Information shown START
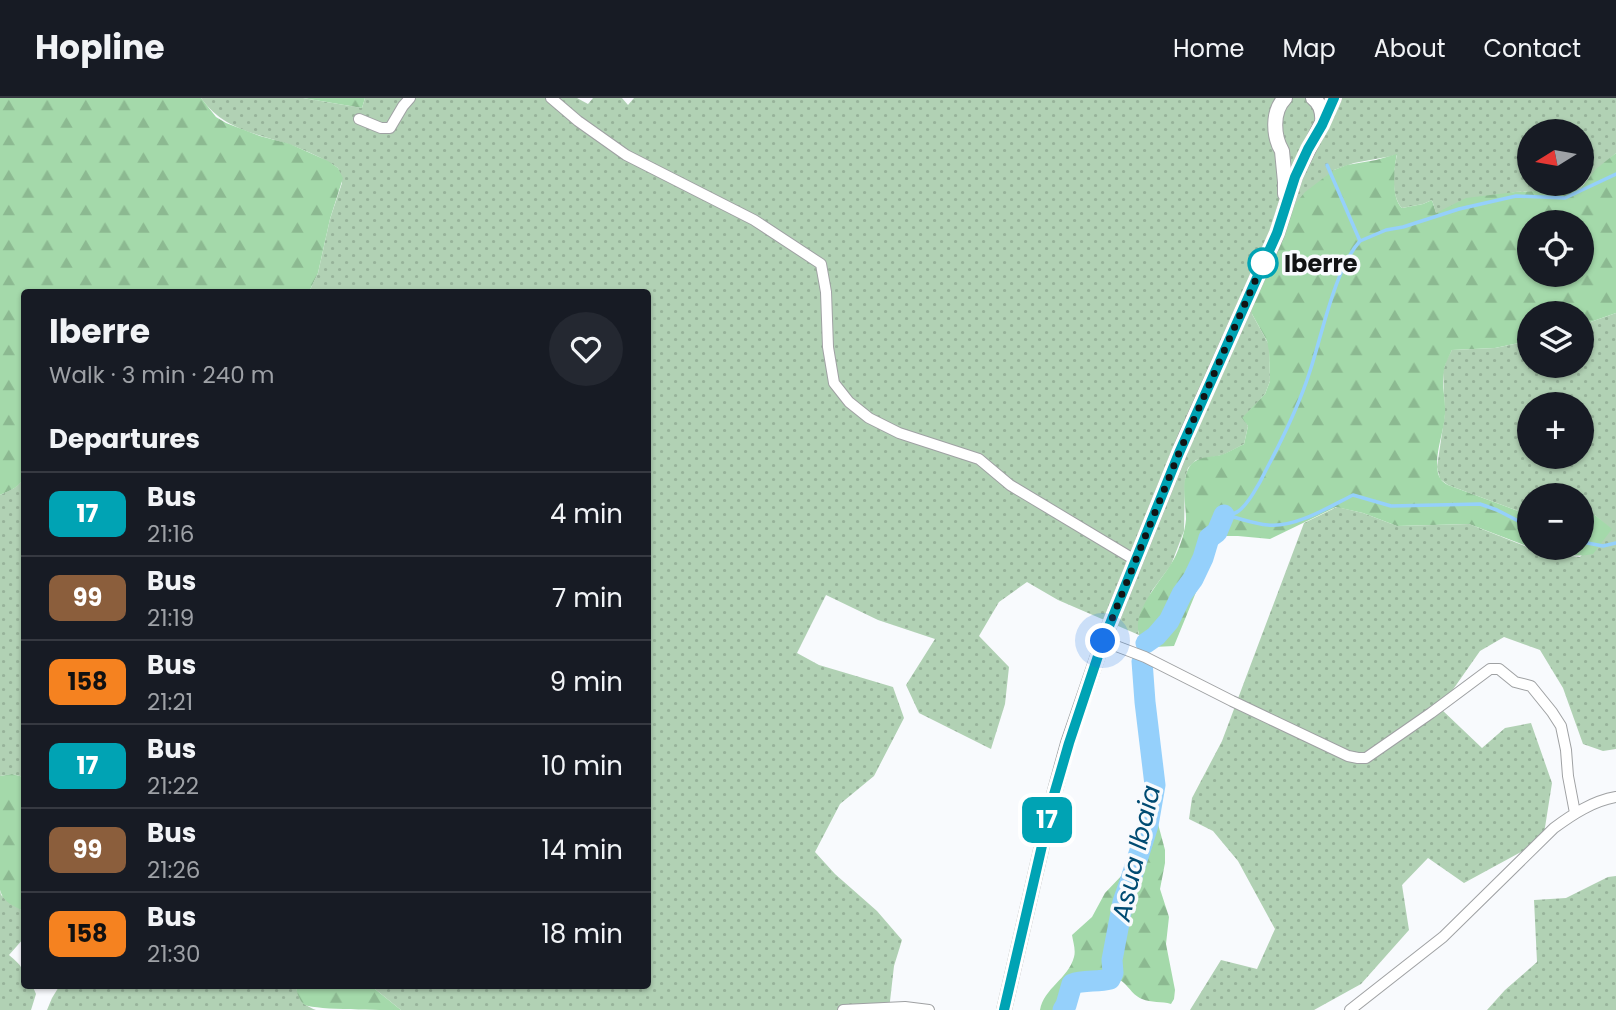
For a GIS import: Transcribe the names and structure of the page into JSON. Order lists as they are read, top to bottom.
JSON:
{
  "water": ["Asua Ibaia"],
  "places": ["Iberre"],
  "lines": ["bus line 17"],
  "north": "left",
  "page": {
    "header": "Hopline",
    "nav": [
      "Home",
      "Map",
      "About",
      "Contact"
    ],
    "on_map": "17",
    "map_buttons": ["+", "−"],
    "heading": [
      ["Iberre", "Walk · 3 min · 240 m"],
      "Departures"
    ],
    "list": [
      {
        "mark": "17",
        "name": "Bus",
        "note": "21:16",
        "value": "4 min"
      },
      {
        "mark": "99",
        "name": "Bus",
        "note": "21:19",
        "value": "7 min"
      },
      {
        "mark": "158",
        "name": "Bus",
        "note": "21:21",
        "value": "9 min"
      },
      {
        "mark": "17",
        "name": "Bus",
        "note": "21:22",
        "value": "10 min"
      },
      {
        "mark": "99",
        "name": "Bus",
        "note": "21:26",
        "value": "14 min"
      },
      {
        "mark": "158",
        "name": "Bus",
        "note": "21:30",
        "value": "18 min"
      }
    ]
  }
}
Information shown END
Problem to solve: Work out how many lines in the entries contain the string "page", then reply with that number and nothing more.

Answer below: 2